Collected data
Content starts
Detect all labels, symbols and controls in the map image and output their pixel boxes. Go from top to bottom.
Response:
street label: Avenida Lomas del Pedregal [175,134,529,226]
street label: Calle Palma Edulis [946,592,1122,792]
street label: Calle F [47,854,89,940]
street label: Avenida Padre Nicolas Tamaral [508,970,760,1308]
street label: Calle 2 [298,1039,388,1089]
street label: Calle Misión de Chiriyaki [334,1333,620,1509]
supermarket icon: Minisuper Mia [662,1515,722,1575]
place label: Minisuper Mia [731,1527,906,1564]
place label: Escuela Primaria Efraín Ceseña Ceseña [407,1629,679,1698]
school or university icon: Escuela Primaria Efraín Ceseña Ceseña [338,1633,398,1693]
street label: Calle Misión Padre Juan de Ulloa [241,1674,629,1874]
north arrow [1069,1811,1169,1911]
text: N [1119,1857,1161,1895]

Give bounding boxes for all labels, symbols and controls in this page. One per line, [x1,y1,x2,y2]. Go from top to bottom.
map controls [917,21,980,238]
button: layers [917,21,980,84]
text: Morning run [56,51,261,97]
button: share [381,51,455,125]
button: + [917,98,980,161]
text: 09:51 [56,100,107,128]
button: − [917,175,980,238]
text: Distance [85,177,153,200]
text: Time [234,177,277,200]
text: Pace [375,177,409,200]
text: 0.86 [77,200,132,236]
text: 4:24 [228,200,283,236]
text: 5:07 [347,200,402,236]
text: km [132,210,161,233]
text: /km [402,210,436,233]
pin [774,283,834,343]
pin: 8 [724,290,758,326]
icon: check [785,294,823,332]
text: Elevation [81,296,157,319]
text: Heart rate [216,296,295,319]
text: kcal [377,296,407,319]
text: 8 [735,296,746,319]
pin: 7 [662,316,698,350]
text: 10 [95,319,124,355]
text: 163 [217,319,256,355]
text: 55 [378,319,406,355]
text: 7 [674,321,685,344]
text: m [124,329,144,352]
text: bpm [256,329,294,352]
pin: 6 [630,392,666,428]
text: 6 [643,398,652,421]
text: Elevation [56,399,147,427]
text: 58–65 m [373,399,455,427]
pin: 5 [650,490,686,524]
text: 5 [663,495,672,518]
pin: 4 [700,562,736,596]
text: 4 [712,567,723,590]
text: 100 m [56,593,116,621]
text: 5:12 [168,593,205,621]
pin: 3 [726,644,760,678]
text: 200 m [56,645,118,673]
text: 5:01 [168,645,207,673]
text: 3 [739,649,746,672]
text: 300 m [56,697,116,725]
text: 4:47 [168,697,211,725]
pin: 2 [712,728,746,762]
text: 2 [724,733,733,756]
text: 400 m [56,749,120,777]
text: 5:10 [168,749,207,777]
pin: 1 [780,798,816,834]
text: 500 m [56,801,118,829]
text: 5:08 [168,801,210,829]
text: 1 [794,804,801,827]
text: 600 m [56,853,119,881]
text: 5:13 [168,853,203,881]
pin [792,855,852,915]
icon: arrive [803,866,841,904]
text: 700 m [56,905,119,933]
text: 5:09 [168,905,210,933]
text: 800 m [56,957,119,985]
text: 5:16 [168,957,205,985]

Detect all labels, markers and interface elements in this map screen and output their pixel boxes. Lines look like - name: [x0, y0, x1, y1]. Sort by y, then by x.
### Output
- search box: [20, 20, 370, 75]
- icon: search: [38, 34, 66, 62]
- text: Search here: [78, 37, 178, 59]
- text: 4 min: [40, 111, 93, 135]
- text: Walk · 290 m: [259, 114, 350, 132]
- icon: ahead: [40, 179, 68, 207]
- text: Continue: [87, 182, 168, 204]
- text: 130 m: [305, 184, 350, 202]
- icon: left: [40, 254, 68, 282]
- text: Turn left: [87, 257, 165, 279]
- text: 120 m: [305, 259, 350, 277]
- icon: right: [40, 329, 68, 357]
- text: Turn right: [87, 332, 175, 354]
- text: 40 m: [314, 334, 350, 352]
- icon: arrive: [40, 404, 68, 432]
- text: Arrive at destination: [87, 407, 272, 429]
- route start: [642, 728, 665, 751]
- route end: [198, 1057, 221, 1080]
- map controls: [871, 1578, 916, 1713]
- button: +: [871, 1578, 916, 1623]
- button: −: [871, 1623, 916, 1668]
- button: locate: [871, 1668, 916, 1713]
Content ends
## TASK
Would you give the data above again, exactly as written?

## RESULT OF THIS TASK
Detect all labels, symbols and controls in the map image and output their pixel boxes. Go from top to bottom.
Response:
street label: Avenida Lomas del Pedregal [175,134,529,226]
street label: Calle Palma Edulis [946,592,1122,792]
street label: Calle F [47,854,89,940]
street label: Avenida Padre Nicolas Tamaral [508,970,760,1308]
street label: Calle 2 [298,1039,388,1089]
street label: Calle Misión de Chiriyaki [334,1333,620,1509]
supermarket icon: Minisuper Mia [662,1515,722,1575]
place label: Minisuper Mia [731,1527,906,1564]
place label: Escuela Primaria Efraín Ceseña Ceseña [407,1629,679,1698]
school or university icon: Escuela Primaria Efraín Ceseña Ceseña [338,1633,398,1693]
street label: Calle Misión Padre Juan de Ulloa [241,1674,629,1874]
north arrow [1069,1811,1169,1911]
text: N [1119,1857,1161,1895]

Give bounding boxes for all labels, symbols and controls in this page. One per line, [x1,y1,x2,y2]. Go from top to bottom.
map controls [917,21,980,238]
button: layers [917,21,980,84]
text: Morning run [56,51,261,97]
button: share [381,51,455,125]
button: + [917,98,980,161]
text: 09:51 [56,100,107,128]
button: − [917,175,980,238]
text: Distance [85,177,153,200]
text: Time [234,177,277,200]
text: Pace [375,177,409,200]
text: 0.86 [77,200,132,236]
text: 4:24 [228,200,283,236]
text: 5:07 [347,200,402,236]
text: km [132,210,161,233]
text: /km [402,210,436,233]
pin [774,283,834,343]
pin: 8 [724,290,758,326]
icon: check [785,294,823,332]
text: Elevation [81,296,157,319]
text: Heart rate [216,296,295,319]
text: kcal [377,296,407,319]
text: 8 [735,296,746,319]
pin: 7 [662,316,698,350]
text: 10 [95,319,124,355]
text: 163 [217,319,256,355]
text: 55 [378,319,406,355]
text: 7 [674,321,685,344]
text: m [124,329,144,352]
text: bpm [256,329,294,352]
pin: 6 [630,392,666,428]
text: 6 [643,398,652,421]
text: Elevation [56,399,147,427]
text: 58–65 m [373,399,455,427]
pin: 5 [650,490,686,524]
text: 5 [663,495,672,518]
pin: 4 [700,562,736,596]
text: 4 [712,567,723,590]
text: 100 m [56,593,116,621]
text: 5:12 [168,593,205,621]
pin: 3 [726,644,760,678]
text: 200 m [56,645,118,673]
text: 5:01 [168,645,207,673]
text: 3 [739,649,746,672]
text: 300 m [56,697,116,725]
text: 4:47 [168,697,211,725]
pin: 2 [712,728,746,762]
text: 2 [724,733,733,756]
text: 400 m [56,749,120,777]
text: 5:10 [168,749,207,777]
pin: 1 [780,798,816,834]
text: 500 m [56,801,118,829]
text: 5:08 [168,801,210,829]
text: 1 [794,804,801,827]
text: 600 m [56,853,119,881]
text: 5:13 [168,853,203,881]
pin [792,855,852,915]
icon: arrive [803,866,841,904]
text: 700 m [56,905,119,933]
text: 5:09 [168,905,210,933]
text: 800 m [56,957,119,985]
text: 5:16 [168,957,205,985]

Detect all labels, markers and interface elements in this map screen and output their pixel boxes. Lines look like - name: [x0, y0, x1, y1]. Sort by y, then by x.
### Output
- search box: [20, 20, 370, 75]
- icon: search: [38, 34, 66, 62]
- text: Search here: [78, 37, 178, 59]
- text: 4 min: [40, 111, 93, 135]
- text: Walk · 290 m: [259, 114, 350, 132]
- icon: ahead: [40, 179, 68, 207]
- text: Continue: [87, 182, 168, 204]
- text: 130 m: [305, 184, 350, 202]
- icon: left: [40, 254, 68, 282]
- text: Turn left: [87, 257, 165, 279]
- text: 120 m: [305, 259, 350, 277]
- icon: right: [40, 329, 68, 357]
- text: Turn right: [87, 332, 175, 354]
- text: 40 m: [314, 334, 350, 352]
- icon: arrive: [40, 404, 68, 432]
- text: Arrive at destination: [87, 407, 272, 429]
- route start: [642, 728, 665, 751]
- route end: [198, 1057, 221, 1080]
- map controls: [871, 1578, 916, 1713]
- button: +: [871, 1578, 916, 1623]
- button: −: [871, 1623, 916, 1668]
- button: locate: [871, 1668, 916, 1713]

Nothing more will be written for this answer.